What to do: What you return must be every line below that includes the word "played".

** Records for this task follows **

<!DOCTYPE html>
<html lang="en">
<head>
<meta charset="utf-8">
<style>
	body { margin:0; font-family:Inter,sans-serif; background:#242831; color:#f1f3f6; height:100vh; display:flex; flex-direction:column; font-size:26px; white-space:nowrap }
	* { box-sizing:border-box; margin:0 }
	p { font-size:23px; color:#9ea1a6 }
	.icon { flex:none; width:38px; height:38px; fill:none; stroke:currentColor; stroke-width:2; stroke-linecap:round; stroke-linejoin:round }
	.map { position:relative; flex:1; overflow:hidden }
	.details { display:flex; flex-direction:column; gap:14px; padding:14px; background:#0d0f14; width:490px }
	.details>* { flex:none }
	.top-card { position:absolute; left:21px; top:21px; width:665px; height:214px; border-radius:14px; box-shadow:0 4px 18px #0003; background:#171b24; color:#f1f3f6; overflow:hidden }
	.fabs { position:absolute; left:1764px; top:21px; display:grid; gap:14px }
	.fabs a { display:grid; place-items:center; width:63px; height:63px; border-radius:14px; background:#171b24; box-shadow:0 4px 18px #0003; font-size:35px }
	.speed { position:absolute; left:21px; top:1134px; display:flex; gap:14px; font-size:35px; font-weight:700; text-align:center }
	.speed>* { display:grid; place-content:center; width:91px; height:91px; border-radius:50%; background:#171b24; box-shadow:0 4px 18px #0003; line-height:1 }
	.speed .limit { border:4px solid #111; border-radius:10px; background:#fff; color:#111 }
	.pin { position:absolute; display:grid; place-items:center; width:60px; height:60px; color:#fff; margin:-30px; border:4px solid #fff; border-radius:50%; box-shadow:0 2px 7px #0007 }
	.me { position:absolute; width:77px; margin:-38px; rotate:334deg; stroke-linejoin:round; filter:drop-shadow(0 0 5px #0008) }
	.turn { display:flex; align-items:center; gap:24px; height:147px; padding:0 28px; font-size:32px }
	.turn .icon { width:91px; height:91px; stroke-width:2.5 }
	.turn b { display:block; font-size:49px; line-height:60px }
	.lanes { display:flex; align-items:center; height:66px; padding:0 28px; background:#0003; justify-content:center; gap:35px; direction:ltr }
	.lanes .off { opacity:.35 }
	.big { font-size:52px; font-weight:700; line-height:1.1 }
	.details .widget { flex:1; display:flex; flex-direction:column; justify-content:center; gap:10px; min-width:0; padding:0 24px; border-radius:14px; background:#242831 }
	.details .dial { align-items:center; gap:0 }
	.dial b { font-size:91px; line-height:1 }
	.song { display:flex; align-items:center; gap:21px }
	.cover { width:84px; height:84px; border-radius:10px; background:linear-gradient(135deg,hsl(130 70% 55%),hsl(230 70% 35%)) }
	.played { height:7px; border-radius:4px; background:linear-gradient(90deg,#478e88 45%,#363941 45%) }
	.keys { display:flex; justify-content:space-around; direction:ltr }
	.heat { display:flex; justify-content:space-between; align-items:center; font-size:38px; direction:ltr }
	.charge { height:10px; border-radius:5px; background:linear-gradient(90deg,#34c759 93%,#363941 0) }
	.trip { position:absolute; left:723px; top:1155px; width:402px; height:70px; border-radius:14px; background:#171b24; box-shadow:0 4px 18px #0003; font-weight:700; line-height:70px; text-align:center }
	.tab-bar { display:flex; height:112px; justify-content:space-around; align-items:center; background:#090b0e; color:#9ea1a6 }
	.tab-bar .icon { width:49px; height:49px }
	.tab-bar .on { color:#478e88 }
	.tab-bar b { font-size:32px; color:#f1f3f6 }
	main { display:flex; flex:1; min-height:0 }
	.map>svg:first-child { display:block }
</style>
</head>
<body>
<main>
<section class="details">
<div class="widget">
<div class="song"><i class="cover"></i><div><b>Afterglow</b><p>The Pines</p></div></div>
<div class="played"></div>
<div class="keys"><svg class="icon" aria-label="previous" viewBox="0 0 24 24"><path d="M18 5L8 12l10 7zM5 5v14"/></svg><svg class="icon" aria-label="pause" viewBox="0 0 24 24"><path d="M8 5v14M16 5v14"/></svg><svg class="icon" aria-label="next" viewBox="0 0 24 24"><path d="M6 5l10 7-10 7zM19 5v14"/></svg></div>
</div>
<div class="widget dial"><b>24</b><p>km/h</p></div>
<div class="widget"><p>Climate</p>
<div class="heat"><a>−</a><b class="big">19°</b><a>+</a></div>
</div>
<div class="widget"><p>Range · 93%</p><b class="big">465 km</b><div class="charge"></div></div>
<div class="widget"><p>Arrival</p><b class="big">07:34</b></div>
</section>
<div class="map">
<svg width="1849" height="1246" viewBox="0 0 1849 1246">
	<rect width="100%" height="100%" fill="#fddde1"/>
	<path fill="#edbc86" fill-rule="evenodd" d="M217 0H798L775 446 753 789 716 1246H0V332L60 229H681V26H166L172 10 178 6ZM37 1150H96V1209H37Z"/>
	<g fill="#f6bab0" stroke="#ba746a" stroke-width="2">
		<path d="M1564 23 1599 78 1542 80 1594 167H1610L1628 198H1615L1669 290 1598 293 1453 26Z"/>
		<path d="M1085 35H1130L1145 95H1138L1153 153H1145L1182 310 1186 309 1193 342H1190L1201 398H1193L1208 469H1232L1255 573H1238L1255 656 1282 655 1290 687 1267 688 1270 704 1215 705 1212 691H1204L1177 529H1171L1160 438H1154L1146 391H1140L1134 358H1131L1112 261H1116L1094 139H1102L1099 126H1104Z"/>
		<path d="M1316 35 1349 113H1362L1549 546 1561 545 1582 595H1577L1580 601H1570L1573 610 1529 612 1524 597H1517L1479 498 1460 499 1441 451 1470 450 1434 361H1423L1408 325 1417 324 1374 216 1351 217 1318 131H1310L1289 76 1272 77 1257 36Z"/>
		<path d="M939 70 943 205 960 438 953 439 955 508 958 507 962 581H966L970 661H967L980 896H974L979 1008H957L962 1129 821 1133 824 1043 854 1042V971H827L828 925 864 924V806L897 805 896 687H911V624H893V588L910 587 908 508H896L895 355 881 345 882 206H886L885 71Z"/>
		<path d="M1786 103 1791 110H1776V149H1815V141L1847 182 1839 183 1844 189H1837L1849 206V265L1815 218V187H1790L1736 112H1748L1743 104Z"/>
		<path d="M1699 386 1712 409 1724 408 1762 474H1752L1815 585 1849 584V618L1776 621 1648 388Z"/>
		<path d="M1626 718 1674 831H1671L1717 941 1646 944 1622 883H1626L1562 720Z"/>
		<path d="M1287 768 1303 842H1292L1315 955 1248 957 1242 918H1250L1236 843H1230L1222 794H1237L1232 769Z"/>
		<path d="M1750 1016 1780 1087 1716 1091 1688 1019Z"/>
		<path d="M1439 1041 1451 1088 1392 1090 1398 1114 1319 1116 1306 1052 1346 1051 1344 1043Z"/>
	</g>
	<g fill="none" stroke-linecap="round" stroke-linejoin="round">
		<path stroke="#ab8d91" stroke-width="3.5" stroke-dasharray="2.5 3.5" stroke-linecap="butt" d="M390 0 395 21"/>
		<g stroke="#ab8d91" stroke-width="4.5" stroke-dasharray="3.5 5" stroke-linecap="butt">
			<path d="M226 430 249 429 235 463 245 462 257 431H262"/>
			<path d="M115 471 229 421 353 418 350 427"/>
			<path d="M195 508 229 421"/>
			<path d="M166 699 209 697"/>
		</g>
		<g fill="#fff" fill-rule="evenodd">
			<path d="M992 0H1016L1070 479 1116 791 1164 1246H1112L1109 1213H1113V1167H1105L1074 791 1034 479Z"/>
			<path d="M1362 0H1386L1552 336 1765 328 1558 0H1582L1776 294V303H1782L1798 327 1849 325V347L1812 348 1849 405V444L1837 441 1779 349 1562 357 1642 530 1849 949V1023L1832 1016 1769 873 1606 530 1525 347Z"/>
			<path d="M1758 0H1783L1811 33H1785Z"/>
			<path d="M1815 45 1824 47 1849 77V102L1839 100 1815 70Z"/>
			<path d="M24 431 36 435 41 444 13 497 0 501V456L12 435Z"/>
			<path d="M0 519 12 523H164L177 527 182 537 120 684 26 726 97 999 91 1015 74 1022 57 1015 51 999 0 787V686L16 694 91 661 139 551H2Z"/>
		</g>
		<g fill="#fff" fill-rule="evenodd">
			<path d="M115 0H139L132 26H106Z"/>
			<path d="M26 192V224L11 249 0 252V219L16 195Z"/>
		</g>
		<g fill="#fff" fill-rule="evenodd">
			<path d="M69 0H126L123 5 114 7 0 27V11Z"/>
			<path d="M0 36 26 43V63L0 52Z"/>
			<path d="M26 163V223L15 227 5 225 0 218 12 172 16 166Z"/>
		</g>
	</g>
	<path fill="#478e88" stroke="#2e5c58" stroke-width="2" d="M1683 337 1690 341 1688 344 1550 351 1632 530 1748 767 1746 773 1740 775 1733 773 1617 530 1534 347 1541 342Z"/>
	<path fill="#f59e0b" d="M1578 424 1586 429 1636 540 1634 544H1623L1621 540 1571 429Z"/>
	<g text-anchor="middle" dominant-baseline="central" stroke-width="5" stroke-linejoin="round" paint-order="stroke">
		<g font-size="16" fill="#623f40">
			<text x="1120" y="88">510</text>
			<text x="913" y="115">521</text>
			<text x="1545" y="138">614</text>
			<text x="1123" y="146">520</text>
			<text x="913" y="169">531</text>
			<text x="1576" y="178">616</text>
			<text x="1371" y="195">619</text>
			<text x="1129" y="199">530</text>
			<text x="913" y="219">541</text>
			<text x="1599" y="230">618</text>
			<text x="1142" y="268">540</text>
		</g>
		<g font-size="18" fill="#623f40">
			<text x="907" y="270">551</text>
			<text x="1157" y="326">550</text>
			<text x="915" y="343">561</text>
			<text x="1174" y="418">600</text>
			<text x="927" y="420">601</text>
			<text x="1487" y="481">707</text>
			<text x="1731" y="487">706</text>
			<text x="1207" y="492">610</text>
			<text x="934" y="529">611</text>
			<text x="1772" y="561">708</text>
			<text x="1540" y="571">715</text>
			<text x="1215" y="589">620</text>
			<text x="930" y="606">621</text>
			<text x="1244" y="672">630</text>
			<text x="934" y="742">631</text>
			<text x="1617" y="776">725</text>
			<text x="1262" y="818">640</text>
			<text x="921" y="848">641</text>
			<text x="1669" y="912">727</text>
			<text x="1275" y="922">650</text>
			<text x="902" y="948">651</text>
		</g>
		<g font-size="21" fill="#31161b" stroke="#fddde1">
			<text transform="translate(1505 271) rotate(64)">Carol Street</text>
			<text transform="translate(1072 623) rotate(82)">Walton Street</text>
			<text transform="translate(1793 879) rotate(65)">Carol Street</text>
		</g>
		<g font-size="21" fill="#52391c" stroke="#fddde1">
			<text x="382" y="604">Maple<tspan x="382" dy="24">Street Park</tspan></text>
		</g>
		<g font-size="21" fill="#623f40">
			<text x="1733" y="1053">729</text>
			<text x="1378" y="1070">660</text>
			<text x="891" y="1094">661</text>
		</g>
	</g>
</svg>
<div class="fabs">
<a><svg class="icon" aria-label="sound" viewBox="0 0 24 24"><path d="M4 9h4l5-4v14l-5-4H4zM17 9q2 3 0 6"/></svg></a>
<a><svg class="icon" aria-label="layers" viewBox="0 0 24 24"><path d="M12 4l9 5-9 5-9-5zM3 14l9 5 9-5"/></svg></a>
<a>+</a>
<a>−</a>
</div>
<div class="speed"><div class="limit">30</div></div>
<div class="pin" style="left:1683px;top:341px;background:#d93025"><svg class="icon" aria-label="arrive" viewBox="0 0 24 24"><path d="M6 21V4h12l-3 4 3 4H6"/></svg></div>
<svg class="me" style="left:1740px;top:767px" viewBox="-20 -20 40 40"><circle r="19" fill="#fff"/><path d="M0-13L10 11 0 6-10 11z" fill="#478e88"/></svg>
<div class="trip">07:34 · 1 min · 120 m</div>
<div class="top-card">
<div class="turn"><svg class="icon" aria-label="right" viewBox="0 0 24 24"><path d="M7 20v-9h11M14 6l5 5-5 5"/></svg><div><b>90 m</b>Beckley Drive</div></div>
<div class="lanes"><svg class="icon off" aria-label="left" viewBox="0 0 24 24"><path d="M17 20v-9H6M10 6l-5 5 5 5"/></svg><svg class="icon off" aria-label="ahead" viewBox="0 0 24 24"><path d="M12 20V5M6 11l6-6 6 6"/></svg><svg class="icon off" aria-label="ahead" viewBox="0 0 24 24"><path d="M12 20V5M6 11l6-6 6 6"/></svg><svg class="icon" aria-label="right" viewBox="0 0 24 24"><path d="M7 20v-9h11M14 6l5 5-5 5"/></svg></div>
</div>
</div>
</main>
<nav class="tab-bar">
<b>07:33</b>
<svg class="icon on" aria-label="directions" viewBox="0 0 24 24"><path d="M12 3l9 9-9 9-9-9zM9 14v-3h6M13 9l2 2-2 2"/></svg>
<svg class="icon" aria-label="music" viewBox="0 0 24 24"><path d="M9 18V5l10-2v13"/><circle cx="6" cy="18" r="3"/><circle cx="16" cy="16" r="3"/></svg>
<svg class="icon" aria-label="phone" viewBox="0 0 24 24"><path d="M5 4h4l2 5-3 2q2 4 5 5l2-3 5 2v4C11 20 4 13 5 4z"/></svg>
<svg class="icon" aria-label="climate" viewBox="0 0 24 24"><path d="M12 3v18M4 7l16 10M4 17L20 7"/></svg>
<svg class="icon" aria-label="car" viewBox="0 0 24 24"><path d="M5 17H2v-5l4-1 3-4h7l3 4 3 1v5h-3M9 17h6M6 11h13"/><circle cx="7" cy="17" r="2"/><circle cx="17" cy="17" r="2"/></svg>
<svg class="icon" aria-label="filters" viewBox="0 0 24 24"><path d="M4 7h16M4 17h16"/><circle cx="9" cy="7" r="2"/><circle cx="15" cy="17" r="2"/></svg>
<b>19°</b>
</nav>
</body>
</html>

** End of Records for this task **

Solution to this problem:
	.played { height:7px; border-radius:4px; background:linear-gradient(90deg,#478e88 45%,#363941 45%) }
<div class="played"></div>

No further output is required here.